Is there a minimum temperature for effective cold-smoking some cheese?  I went out to smoke a load (~13 lbs) of various cheese and butter - and when the butter went in, it was room temperature (slightly melted), but when I took it out after an hour in the cold-smoker, it was nearly frozen.  I'm not sure how much smoke it picked up in that hour, especially because it solidified as it cooled from room temperature DURING the smoke.  Also, my cheese does not look like it picked up any color after nearly 4 hours.  The outside temp started about 43 degrees and when I pulled the cheese, it was down to about 35 degrees. 

Since I won't really know how much smoke the cheese/butter actually got during the smoke today, it's hard for me to answer my question - but does anyone else have any thoughts on whether cold temperatures make the adherance of the smoke more difficult at low temperatures?


----------



## chef jimmyj

Above freezing works but may require more time. Take a taste and smoke longer if too mild...JJ


----------



## driedstick

I have been going by color lately and not time,,,cold weather will take longer to get a good smoke on the cheese. 

Good luck and let us know 

A full smoker is a happy smoker

DS


----------



## dirtsailor2003

I try and keep my smoker above 40 when smoking cheese. Doesn't always work that way though. As the others mentioned it takes longer when it's colder.


----------



## oregon smoker

I learned a hard lesson last winter with cold.

it got down into the low 20's and after a long extended smoke only the bottom row of cheese had a hint of color or flavor. I let them rest and there was not much change. I then put them in or another smoke and it was also cold, what I found was since it was so cold the smoke generated with amps did not rise in the smoker but layed there and flowed out varius holes etc at the bottom third of the smoker box. once I fired off the burner and got internal box temps up to 50 + degrees and the smoked started flowing correctly (go figure) and then had a sucsessful smoke.

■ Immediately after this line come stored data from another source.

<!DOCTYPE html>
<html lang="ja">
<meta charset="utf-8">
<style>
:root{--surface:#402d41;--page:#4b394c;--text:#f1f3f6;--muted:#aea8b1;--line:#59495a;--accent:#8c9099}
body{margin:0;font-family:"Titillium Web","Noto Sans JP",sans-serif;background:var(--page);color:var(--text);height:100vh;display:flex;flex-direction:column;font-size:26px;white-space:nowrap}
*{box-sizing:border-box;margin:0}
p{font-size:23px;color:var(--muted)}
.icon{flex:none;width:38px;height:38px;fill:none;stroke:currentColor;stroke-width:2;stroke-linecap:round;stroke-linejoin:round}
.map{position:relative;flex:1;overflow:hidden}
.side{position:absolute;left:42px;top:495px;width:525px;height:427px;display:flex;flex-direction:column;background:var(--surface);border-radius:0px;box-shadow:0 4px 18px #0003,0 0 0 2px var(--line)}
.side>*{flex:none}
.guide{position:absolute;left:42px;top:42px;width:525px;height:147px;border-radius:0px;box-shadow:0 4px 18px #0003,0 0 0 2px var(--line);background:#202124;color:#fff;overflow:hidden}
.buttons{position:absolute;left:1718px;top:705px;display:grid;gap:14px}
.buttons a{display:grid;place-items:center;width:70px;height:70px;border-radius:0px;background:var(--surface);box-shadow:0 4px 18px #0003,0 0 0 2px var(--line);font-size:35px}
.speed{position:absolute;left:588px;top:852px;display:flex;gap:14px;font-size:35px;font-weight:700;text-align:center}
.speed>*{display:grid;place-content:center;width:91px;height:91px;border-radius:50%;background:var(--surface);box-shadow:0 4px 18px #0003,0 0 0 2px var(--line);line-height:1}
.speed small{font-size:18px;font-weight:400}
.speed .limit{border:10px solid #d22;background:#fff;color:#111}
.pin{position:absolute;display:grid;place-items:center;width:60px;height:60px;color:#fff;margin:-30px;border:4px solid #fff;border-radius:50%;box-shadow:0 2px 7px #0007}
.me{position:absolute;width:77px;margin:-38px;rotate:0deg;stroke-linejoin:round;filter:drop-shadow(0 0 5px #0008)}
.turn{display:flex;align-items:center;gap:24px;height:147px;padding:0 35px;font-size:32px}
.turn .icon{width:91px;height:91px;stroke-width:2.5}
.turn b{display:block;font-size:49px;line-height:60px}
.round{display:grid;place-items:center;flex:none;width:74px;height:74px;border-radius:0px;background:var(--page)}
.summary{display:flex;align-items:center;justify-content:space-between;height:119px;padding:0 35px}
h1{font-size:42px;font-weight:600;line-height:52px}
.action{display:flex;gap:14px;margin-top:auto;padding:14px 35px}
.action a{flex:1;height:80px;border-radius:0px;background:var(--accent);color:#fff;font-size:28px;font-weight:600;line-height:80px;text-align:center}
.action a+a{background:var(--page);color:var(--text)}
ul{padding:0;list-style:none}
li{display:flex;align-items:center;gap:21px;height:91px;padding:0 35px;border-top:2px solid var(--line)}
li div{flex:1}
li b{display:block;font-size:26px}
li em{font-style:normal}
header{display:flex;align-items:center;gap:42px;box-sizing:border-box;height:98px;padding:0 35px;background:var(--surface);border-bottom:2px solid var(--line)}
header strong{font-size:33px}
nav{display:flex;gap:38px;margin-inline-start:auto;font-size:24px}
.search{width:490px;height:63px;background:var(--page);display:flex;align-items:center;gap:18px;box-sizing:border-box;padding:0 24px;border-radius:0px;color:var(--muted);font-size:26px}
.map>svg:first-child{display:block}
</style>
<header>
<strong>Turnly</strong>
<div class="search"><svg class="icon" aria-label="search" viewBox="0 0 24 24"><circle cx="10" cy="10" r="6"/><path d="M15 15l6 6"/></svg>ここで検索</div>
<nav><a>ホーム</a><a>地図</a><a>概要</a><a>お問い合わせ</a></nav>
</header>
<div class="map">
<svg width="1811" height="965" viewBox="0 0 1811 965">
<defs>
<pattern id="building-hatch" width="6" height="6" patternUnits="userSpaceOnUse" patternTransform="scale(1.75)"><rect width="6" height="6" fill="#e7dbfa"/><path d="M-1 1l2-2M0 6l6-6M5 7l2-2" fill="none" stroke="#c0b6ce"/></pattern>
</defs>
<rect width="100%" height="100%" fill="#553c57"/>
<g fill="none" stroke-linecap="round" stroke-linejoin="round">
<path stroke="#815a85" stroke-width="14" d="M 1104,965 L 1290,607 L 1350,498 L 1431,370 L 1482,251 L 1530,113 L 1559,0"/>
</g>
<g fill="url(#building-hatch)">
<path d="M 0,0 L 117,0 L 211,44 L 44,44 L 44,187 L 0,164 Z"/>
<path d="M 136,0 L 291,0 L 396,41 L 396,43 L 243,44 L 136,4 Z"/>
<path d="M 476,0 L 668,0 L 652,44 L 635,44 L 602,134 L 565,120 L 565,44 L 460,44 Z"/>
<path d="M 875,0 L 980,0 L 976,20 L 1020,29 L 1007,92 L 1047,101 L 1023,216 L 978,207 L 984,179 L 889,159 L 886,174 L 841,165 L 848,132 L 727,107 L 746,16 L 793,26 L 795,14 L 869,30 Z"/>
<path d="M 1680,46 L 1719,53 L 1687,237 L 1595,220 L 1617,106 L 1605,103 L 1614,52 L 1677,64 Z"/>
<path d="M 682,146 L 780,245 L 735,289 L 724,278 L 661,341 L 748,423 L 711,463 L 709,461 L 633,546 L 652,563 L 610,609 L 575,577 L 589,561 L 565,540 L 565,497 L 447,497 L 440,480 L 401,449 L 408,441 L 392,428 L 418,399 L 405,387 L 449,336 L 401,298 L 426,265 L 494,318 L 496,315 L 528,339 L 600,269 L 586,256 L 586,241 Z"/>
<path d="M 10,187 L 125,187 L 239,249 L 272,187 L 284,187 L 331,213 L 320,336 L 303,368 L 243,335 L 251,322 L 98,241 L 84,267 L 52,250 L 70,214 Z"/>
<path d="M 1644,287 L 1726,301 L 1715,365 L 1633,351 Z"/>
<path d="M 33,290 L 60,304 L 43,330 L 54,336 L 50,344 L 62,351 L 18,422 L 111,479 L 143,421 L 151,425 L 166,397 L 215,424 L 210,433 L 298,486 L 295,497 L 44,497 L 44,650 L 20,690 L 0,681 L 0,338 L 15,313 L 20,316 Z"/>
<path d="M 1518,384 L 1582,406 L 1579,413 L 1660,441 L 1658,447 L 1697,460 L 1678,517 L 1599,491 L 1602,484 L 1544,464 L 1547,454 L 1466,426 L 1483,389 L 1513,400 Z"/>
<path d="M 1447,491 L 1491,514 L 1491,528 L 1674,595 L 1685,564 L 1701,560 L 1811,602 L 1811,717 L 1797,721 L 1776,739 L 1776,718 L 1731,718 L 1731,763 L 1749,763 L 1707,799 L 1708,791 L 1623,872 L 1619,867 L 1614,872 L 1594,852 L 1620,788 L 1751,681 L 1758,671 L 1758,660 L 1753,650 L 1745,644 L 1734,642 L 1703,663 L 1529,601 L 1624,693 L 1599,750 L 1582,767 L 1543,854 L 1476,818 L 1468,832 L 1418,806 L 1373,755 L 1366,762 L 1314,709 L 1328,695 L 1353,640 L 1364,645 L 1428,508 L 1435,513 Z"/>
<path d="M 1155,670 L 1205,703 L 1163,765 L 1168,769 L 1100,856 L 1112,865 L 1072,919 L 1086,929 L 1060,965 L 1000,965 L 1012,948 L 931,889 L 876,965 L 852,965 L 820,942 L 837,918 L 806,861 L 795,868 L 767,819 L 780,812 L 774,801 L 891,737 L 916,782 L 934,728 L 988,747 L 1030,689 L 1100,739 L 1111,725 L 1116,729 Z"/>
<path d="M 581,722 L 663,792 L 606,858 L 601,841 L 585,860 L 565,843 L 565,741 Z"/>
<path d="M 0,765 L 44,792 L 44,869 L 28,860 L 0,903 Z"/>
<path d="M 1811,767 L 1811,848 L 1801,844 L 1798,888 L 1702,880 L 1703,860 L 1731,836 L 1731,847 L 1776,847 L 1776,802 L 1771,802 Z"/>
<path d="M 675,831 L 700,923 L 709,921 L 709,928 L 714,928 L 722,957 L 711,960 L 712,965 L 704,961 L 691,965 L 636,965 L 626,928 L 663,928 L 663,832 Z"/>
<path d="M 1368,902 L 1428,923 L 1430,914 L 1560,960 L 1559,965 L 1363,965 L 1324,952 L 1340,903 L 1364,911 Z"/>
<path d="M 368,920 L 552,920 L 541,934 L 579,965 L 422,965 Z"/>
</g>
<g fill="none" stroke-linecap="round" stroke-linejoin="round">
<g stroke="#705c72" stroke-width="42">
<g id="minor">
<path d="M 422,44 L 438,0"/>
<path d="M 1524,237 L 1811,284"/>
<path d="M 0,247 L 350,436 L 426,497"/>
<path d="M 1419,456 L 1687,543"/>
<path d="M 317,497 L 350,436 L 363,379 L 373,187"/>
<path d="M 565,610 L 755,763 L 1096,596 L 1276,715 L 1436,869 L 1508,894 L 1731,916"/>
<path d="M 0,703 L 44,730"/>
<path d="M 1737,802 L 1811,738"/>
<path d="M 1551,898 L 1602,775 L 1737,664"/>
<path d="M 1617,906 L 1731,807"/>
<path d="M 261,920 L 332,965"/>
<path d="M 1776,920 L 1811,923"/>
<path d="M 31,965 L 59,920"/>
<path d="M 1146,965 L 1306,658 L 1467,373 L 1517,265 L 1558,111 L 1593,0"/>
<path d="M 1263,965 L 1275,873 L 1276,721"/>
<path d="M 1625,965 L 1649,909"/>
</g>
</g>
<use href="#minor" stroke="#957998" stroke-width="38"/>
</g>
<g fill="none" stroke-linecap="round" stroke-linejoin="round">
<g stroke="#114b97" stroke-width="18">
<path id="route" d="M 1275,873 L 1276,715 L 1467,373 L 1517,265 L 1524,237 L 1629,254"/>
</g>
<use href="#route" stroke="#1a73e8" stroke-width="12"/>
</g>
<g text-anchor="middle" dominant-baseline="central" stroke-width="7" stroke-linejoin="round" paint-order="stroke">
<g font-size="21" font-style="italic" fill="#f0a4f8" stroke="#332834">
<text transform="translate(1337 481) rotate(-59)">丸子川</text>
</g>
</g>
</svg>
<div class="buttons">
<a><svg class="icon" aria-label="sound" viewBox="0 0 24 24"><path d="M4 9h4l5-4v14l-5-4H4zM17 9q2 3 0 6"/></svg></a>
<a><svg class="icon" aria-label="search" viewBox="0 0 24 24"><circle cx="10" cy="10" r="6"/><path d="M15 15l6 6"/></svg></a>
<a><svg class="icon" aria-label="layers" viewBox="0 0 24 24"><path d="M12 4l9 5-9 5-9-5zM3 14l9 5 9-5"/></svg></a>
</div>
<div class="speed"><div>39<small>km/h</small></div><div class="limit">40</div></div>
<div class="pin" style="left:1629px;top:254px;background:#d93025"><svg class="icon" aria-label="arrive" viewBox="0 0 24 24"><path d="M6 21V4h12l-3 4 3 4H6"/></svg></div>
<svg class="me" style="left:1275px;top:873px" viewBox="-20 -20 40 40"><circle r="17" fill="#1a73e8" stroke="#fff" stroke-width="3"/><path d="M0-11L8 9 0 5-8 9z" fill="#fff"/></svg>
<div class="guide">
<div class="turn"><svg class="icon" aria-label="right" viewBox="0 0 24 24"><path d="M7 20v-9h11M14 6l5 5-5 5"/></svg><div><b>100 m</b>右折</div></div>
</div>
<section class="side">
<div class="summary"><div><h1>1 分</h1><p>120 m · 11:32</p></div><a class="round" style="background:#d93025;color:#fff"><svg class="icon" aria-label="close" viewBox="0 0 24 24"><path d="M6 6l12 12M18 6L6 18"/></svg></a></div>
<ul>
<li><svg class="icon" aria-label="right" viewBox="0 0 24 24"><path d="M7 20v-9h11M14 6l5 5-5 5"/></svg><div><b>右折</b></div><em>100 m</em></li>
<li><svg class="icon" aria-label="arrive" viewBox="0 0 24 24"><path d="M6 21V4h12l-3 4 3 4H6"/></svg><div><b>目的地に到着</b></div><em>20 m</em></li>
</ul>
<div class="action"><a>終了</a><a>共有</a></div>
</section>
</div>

So I now in the cold weather I maintain a 45-60 degree smoker box temperature. Now with the new MES it should be a whole lot easier this winter due to the ease of control and having an insulated box. my propane smokes are just SS with no insulation.

Just my two cents,

Tom


----------



## smoking4fun

Thanks for that info...so here's a follow-up. I don't think I got much smokiness with the first smoke. Do you th8nk it would be ok to throw the cheeses back into the smoker for a second go-round (when it's slightly warmer)? Or do you only get one shot at smoking the cheese?


----------



## mr t 59874

smoking4fun said:


> Thanks for that info...so here's a follow-up. I don't think I got much smokiness with the first smoke. Do you th8nk it would be ok to throw the cheeses back into the smoker for a second go-round (when it's slightly warmer)? Or do you only get one shot at smoking the cheese.​


No problem.  Keep throwing it back in until you get it the way you like.  Actually smoke will adhere to a cold product better than hot.  For various reasons though it may seem not too, but we wont go into that here.  Depending on your setup, one thing to look out for is condensation on your cheese as when that happens you could pick up some undesirable flavors in a short amount of time.

Hope this helps.

T


----------